LC-21 Abstract

Regional Effects of Selective Logging on Canopy Damage and Nutrient Dynamics in Amazonia: Linking Landsat ETM+ and Field Biogeochemical Studies

Gregory Paul Asner, Carnegie Institution (US-PI)
Mercedes M.C. Bustamante, UnB (SA-PI)

Selective logging is a dominant form of land use in the Brazilian Amazon.  Several LBA studies are quantifying the effects of logging on carbon dynamics, including the role of fire as an agent of continued change following timber harvest.  Despite ongoing efforts, surprisingly little is known about the extent, intensity or biogeochemical effects of logging in Amazon forests.  At the scale of the entire Basin, the extent of logging is hotly contested, with current estimates ranging from 2,000-15,000 km2 yr-1.  Even less is known about the intensity of logging, where intensity is defined here as canopy structural damage caused by the harvest operation.  Moreover, there exists almost no information on changes in nutrient stocks and dynamics in selectively logged forests.  The fate of nutrients could be central to determining rates of regrowth and the long-term sustainability of timber harvesting in Amazonia.

During the past two years, we have tested a method to quantify both the extent and intensity of selective logging using Landsat ETM+ data with a Monte Carlo spectral mixture model.  The method produces coverages of fractional canopy, bare soil and surface necromass (slash) cover, along with statistical uncertainty maps for each cover fraction.  The canopy fractional cover results have proven highly correlated with field-measured forest gap fraction, which in turn, is spatially correlated with the volume (and biomass) of wood removed from the forest and the coarse woody debris remaining in the harvest sites.  This approach opens the door to regional-scale studies of logging extent and intensity as well as the resulting changes in carbon and nutrient stocks.  Before considering the method viable for basin-wide logging studies, additional testing is needed across a wider range of forest structural types, logging regimes and in areas subjected to fire following harvest.  Additional studies are also needed to determine the functional, quantitative linkages between satellite-observed changes in forest canopy cover and exposed surface slash, carbon stock changes in vegetation and soils, and nutrient cycling.

We propose to extend our remote sensing approach to a much larger region of the Amazon, and to further develop linkages between our satellite analyses and measured carbon and nutrient changes.  The satellite studies will take place primarily in Para and Mato Grosso states, and will cover the period 1999-2004.  We will use the fractional cover maps to direct field studies and continued canopy gap fraction validation efforts across a range of forest types.  The field sites will include low- and high-damage logging blocks with and without fire, and additional areas containing forest structural variation under study by groups led by Dan Nepstad, Foster Brown, Emilio Moran, and other LBA collaborators.  At a subset of sites within the imagery, we will quantify changes in vegetation and soil nitrogen, phosphorus, and base cation stocks.  Using established logging chronosequences, we will measure changes in nutrient pools, mineralization rates and other key nutrient cycling processes to determine the short-term and the potential long-term effects of harvest on nutrient availability.  We will use the canopy damage information derived from Landsat ETM+ to spatially integrate nutrient and carbon data, and to predict regional-scale changes in nutrient stocks and their partitioning in vegetation and soils.  Our results will be compared to studies of intact forest underway by other LBA teams.  We will also use the Landsat analyses of logging extent and intensity to assess linkages between logging practices and the spatial and temporal patterns of fire occurrence over large regions of the eastern Amazon.  Fire occurrence data have been and will be provided by the Tropical Rainfall Mapping Mission (TRMM) satellite, and will be validated during our (and Nepstad’s) proposed field studies.

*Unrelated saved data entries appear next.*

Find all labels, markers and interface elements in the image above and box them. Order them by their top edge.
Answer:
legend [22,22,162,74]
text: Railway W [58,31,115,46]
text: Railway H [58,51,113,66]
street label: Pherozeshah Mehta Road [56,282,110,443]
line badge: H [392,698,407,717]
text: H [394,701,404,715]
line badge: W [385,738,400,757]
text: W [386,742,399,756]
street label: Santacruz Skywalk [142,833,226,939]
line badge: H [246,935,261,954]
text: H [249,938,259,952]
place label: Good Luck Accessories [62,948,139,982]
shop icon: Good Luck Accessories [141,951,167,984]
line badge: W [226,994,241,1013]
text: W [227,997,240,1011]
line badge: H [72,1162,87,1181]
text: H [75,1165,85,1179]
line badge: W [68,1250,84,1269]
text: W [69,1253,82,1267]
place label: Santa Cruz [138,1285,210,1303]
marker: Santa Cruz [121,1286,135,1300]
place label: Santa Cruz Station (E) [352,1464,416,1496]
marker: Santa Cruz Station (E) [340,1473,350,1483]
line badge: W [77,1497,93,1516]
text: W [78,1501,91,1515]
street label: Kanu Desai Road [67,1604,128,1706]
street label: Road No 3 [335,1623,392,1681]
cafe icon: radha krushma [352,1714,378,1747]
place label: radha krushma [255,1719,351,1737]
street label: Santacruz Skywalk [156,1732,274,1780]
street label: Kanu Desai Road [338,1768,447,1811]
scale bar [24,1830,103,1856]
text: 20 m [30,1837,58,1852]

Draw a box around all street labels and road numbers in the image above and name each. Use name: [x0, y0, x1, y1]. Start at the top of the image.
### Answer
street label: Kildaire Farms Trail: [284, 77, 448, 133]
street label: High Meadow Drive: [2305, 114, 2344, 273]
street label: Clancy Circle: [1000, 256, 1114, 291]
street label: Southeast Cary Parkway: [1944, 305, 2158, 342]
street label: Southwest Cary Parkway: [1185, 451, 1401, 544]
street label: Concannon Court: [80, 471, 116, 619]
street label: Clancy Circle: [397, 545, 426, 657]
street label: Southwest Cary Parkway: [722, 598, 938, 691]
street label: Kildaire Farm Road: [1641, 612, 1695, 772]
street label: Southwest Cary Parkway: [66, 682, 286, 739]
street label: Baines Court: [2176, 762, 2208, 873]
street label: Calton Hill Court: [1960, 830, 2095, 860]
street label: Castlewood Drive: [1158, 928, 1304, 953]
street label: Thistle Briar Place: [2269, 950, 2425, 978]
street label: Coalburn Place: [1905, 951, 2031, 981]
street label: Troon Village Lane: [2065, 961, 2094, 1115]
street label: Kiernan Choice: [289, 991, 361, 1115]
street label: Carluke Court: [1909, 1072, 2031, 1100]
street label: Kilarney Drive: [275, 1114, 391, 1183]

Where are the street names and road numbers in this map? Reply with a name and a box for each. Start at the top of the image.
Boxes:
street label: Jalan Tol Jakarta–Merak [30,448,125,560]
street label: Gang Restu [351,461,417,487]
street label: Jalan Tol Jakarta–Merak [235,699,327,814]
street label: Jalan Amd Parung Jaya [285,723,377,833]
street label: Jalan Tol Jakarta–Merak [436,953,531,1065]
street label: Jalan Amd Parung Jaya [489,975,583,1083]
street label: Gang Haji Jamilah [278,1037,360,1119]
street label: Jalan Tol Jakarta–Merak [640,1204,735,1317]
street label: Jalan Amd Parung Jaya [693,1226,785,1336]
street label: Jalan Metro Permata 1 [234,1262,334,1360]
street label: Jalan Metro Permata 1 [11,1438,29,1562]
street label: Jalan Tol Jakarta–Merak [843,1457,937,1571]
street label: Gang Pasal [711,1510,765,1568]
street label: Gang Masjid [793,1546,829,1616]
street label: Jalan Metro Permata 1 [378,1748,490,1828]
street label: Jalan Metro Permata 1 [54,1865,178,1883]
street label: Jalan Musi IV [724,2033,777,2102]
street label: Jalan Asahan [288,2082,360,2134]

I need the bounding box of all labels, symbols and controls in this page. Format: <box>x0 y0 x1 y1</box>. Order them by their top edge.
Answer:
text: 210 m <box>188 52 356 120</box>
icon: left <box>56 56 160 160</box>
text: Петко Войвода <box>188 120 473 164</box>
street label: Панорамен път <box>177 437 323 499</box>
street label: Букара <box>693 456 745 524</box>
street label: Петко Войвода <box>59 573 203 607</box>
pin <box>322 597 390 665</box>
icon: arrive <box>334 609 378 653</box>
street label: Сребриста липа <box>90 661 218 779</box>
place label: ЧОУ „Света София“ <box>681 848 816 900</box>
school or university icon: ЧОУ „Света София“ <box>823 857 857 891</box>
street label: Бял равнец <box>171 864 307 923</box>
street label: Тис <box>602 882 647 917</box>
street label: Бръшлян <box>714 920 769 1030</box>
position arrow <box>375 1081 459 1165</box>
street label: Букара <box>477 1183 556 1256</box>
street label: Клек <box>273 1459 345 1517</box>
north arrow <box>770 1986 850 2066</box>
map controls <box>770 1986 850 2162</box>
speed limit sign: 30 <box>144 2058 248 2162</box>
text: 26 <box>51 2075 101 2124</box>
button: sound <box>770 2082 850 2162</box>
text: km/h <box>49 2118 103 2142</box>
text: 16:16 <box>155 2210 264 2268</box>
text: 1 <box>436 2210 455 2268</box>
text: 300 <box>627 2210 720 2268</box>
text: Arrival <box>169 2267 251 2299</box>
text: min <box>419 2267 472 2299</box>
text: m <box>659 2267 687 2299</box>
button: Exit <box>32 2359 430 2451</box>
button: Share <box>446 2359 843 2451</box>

The project will produce a set of tangible products to be freely shared by LBA investigators and Brazilian agencies such as EMBRAPA and INPE.  These include: (1) regional maps of selective logging extent and canopy damage for 1999-2004; (2) nutrient stock and flux data partitioned by forest and soil types, and by landscape units such as logging decks, roads, skid trails, and tree-falls; (3) spatially integrated nutrient budgets showing how nutrients are altered by logging; and (4) regional maps of canopy damage from logging in relation to fire occurrence from field and TRMM satellite data.  This project will have a strong educational component, including: (a) training a Brazilian and an American post-doc, including exchange between the co-PIs labs; (b) training students from the Universidade de Brasilia in remote sensing studies and field methods; (c) training of EMBRAPA personnel in the use and validation of the satellite results; and (d) outreach to Brazilian land managers interested in the use of satellite data for logging operations (technology transfer).

The project will directly address LBA questions LC-Q3, CD-Q3b, CD-Q3c, and ND-Q1.   In doing so, we will contribute to answering the overall LBA question: “How do tropical forest conversion, re-growth and selective logging influence carbon storage, nutrient dynamics, trace gas fluxes, and the prospect for sustainable land use in Amazonia?”